Il seminario si terrà alle ore 16 alla Sala Pegaso di Palazzo Aldobrandeschi in Piazza Dante.
Sarà tenuto da Domenico Gallo, magistrato, già presidente di sezione alla Corte di Cassazione. Verranno distribuiti anche materiali informativi sullo stesso progetto di controriforma.
«Infatti – spiegano gli organizzatori – la materia è di per sé difficile e la destra al governo l’ha avvolta in una nebbia di menzogne per carpire la buona fede di cittadine e cittadini. Quindi è necessaria una informazione capillare per evitare che al referendum ostativo si faccia un ulteriore passo che altera irrimediabilmente la nostra democrazia, nata dalla Resistenza partigiana. I nostri padri e le nostre madri costituenti, segnati dall’esperienza del fascismo, scelsero di creare uno Stato in cui nessun potere fosse in grado di dominare gli altri. Per questo la magistratura fu progettata come un organo autonomo, così da impedire alla politica di piegare la giustizia ai propri scopi. Se il governo potesse intervenire sull’azione penale, decidendo quali inchieste avviare e quali lasciare da parte, il principio dell’uguaglianza di tutti di fronte alla legge diventerebbe puro artificio. L’equilibrio tra i poteri è ciò che tutela le persone comuni dagli abusi dei potenti».
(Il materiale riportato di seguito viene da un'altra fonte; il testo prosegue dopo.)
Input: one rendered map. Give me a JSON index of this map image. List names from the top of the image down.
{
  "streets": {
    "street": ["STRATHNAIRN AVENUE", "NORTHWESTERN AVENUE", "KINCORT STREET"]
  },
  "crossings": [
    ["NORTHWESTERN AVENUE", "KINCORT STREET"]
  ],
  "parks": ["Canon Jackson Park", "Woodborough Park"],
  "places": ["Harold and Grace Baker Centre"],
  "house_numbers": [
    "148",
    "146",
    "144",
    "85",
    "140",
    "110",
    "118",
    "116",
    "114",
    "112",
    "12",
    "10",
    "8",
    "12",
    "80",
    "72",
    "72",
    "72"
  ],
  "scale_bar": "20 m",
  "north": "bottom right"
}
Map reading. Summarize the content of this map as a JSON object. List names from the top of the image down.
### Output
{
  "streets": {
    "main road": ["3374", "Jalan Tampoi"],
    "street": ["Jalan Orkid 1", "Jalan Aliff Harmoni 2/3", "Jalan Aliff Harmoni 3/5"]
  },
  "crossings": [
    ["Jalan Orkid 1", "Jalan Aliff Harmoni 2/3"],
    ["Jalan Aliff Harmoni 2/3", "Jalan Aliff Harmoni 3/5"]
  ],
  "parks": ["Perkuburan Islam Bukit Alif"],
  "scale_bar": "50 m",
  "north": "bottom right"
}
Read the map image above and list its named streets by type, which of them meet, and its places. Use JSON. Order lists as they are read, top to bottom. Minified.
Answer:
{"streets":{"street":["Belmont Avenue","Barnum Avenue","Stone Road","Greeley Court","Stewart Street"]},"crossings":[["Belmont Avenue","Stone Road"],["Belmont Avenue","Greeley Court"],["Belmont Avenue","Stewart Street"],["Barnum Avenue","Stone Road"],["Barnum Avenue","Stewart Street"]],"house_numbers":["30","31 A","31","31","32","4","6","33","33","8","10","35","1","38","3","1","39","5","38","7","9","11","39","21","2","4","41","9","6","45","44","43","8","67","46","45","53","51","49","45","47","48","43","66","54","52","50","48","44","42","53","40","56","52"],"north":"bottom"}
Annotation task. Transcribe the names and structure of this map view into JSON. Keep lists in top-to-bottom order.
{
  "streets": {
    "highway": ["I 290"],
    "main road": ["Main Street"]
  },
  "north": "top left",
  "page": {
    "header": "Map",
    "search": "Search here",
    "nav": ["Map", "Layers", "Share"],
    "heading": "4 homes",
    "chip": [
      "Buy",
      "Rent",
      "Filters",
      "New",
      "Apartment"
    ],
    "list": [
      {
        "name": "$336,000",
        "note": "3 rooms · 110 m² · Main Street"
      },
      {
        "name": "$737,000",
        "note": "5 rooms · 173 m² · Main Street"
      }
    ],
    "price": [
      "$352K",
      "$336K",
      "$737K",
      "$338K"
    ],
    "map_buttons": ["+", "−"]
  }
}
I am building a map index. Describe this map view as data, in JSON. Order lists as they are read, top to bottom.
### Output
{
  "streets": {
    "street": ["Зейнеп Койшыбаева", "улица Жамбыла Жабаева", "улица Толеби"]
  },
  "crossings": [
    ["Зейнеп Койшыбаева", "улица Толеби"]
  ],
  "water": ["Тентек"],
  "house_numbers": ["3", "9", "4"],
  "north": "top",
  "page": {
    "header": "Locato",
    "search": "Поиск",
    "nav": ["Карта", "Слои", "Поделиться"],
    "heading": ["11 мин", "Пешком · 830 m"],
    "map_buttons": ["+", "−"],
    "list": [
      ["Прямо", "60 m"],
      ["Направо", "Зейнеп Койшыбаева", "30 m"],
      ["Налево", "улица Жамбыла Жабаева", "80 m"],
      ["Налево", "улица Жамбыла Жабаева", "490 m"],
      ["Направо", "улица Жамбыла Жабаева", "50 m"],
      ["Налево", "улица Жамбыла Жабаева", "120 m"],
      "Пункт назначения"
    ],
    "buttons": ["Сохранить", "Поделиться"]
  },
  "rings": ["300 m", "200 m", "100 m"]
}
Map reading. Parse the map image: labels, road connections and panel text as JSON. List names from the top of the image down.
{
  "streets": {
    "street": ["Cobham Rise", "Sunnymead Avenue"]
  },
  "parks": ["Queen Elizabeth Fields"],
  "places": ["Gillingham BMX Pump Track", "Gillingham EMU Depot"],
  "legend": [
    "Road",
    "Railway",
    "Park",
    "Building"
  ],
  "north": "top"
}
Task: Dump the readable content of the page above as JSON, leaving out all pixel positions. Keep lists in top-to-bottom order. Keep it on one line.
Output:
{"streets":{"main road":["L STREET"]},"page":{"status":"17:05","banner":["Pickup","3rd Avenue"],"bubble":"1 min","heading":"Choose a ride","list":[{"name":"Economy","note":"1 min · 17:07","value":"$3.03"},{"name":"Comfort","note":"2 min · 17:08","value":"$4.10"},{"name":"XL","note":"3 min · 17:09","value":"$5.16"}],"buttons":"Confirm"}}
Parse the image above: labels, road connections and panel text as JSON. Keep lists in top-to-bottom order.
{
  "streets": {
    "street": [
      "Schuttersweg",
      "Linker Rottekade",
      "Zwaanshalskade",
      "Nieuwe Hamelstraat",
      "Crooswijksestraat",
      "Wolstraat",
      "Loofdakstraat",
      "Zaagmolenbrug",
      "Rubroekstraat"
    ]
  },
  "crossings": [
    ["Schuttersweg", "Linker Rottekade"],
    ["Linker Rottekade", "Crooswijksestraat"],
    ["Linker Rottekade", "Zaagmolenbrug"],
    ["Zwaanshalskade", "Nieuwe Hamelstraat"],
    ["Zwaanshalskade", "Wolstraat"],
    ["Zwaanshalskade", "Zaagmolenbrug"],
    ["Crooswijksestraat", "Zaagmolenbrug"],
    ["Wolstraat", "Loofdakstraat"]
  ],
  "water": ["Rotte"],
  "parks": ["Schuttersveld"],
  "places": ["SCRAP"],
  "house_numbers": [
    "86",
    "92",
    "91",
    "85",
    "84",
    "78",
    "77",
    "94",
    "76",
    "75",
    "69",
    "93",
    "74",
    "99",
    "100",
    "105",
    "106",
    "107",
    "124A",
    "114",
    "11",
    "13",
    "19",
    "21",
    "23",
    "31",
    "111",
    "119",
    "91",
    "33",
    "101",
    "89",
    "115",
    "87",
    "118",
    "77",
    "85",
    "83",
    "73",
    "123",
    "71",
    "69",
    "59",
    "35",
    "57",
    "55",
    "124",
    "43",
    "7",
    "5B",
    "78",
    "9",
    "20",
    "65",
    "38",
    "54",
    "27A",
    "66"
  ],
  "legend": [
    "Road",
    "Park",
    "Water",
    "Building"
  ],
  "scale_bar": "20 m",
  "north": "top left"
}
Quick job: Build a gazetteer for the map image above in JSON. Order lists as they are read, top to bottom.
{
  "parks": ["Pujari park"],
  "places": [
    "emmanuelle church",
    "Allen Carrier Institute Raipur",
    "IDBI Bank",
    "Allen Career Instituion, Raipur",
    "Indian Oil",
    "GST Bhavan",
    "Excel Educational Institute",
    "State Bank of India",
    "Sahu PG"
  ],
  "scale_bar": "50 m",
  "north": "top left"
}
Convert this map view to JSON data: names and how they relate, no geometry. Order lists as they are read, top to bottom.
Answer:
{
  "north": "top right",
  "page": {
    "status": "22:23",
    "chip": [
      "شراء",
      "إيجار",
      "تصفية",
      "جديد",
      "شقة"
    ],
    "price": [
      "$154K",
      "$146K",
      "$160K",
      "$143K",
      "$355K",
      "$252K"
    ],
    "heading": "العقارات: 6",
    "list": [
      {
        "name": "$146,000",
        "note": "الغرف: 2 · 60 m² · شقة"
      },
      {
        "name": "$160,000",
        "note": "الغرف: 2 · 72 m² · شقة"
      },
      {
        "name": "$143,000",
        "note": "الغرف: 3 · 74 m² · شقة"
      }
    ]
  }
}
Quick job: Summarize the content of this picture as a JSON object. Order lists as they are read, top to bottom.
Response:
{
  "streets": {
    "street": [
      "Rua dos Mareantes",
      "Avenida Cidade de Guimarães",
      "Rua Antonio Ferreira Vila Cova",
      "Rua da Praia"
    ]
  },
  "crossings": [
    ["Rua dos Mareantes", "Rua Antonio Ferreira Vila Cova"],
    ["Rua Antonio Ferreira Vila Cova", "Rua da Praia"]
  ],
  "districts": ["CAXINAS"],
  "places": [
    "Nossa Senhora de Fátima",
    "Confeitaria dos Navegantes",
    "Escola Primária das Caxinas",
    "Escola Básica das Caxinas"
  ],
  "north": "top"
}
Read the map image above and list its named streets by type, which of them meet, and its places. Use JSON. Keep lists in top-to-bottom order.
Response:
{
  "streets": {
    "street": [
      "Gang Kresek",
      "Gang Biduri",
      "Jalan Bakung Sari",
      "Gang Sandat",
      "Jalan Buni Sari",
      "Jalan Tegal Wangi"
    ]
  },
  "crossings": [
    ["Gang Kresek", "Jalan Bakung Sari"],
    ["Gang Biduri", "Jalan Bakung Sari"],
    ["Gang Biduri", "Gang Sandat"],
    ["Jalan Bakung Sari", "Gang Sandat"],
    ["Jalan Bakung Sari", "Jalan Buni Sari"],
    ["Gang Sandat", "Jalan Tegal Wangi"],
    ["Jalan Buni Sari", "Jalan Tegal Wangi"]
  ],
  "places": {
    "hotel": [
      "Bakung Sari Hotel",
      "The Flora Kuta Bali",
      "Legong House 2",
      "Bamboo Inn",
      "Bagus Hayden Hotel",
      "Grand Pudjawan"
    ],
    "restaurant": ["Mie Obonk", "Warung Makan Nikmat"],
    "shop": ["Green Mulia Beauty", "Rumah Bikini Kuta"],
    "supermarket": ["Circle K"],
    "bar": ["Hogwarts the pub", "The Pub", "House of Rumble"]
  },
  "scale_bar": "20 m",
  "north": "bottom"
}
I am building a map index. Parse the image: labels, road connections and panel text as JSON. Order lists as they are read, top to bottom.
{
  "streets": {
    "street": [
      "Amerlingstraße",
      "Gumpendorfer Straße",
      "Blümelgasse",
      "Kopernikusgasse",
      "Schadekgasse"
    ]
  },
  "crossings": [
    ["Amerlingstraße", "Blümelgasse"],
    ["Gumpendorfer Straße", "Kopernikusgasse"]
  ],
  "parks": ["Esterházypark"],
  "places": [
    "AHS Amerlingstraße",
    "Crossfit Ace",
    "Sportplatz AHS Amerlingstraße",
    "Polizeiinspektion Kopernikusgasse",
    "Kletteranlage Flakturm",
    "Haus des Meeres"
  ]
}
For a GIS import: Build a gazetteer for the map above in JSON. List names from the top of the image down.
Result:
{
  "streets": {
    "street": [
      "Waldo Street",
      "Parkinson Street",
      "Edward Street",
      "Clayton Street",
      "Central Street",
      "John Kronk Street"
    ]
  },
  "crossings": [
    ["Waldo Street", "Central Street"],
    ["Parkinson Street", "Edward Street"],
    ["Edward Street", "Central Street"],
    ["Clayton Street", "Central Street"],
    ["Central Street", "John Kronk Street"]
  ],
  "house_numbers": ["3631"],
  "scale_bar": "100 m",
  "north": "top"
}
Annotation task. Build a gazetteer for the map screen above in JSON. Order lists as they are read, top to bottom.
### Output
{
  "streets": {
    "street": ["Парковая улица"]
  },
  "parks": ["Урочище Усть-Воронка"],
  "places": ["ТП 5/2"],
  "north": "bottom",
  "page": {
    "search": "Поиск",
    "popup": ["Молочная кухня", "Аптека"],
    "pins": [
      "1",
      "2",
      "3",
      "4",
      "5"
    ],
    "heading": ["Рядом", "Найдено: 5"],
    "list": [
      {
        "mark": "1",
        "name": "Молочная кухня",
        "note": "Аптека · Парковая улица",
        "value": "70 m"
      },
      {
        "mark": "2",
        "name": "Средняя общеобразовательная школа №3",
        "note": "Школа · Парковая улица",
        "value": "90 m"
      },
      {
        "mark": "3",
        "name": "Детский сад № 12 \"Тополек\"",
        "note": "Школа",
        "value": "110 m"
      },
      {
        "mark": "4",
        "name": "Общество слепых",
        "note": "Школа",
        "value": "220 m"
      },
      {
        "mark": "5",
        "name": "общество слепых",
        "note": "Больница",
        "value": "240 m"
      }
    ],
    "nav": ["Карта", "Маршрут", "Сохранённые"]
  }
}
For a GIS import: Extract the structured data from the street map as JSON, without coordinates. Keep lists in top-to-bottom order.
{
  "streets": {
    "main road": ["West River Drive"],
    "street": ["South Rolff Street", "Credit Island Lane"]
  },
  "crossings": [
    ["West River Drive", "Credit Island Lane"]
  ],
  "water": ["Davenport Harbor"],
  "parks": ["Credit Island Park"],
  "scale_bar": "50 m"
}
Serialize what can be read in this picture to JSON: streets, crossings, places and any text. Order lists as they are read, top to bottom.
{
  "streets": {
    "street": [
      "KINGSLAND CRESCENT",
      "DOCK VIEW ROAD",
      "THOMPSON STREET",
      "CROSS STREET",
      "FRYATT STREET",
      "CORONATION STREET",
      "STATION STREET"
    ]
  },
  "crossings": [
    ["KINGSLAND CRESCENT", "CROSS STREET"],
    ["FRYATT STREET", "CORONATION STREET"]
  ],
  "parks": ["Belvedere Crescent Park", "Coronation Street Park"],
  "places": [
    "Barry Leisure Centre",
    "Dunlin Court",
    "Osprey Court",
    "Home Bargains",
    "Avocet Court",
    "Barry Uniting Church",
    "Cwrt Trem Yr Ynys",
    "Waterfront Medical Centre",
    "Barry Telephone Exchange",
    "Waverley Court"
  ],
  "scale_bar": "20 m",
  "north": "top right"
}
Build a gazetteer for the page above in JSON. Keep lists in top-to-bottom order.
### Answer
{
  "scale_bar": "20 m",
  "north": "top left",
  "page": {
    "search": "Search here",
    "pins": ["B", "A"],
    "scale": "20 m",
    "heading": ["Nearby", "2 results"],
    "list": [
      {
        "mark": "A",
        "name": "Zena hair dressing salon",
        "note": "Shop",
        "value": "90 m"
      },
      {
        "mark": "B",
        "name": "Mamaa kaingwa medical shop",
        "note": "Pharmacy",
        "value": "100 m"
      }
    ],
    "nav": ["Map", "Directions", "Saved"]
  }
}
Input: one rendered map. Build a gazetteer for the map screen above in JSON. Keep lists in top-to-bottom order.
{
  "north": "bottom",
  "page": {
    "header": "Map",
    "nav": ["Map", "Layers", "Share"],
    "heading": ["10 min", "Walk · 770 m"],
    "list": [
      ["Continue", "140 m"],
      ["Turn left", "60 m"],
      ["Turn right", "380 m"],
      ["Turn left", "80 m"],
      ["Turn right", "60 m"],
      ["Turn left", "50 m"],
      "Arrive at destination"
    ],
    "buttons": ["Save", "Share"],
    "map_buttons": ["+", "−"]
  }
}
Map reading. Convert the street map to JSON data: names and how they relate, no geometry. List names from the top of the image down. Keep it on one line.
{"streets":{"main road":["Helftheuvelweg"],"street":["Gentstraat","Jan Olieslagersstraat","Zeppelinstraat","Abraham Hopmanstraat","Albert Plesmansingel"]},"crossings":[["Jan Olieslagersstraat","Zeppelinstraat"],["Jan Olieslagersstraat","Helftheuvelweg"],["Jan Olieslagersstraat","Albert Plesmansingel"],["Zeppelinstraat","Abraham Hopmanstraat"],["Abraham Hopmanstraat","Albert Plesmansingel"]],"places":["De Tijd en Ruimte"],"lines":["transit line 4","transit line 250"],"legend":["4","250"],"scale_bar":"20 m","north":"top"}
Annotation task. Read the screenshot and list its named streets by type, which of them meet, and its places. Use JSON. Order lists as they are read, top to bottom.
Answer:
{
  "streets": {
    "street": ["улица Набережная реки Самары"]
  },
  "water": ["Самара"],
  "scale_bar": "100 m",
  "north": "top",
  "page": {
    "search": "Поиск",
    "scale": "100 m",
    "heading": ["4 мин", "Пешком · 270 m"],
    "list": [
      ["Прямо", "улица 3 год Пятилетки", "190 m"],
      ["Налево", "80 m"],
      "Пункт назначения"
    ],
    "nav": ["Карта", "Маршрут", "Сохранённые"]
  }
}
«Il Governo Meloni – proseguono – con la sua vocazione autoritaria ha imposto a colpi di maggioranza la legge di controriforma costituzionale senza tenere alcun conto di tutte le posizioni presenti in Parlamento come sarebbe buona prassi democratica per una legge che vuol cambiare radicalmente la Costituzione. Innanzitutto è falso che tale legge introduca la separazione delle carriere dei giudici, che è già stata introdotta dalla legge Cartabia. Non c’era alcun bisogno di normare con legge costituzionale il passaggio dalla carriera inquirente dei pubblici ministeri a quella giudicante: esso in un anno riguarda meno di 30 sui 9000 magistrati italiani. In realtà la legge spacca la giurisdizione dividendo in due l’organo di autogoverno dei giudici (il Csm, cioè Consiglio Superiore della Magistratura) e di conseguenza indebolendo il terzo potere costituzionale (legislativo o Parlamento; esecutivo o Governo; giudiziario o Magistratura). Questo vuol dire alterare l’equilibrio tra i poteri dello stato, che è il cuore della democrazia, togliendo il potere di controllo della magistratura sugli atti del governo. Il Governo Meloni vuol avere mano libera nella gestione del potere e porre la magistratura inquirente (i pubblici ministeri) sotto il proprio controllo. L’Associazione Nazionale Magistrati ha costituito il proprio comitato per il No per opporsi a questo disegno autoritario. Il 9 dicembre è stata annunciata la costituzione del Comitato Nazionale per il No della società civile comprendendo oltre cento associazioni, sindacati e forze politiche di opposizione».
«E’ necessario costituire il Comitato per il No anche a Grosseto, in città e in ogni centro della provincia. E’ urgente tornare alla gente e informarla sul disegno autoritario del Governo. E’ un dovere civile per tutelare la libertà di tutti, perché senza giudici e pubblici ministeri indipendenti, i diritti diventano parole vuote e la legge uno strumento del potere. È il momento di informarsi, di discutere, di dare forza a un No consapevole e determinato, perché la democrazia non è un monumento: è un impegno quotidiano. E la Resistenza, per chiunque abbia la Costituzione nel cuore, non è un ricordo: è una strada da continuare a percorrere, prendendosene cura, giorno dopo giorno. Invitiamo, quindi, le associazioni democratiche, i sindacati dei lavoratori e i partiti di opposizione delle nostre comunità a formare quanto prima il Comitato per il No della società civile, presente capillarmente in tutti i territori della Maremma. Invitiamo tutte queste forze a partecipare al Seminario formativo del 17 in direzione del Comitato unitario più ampio possibile».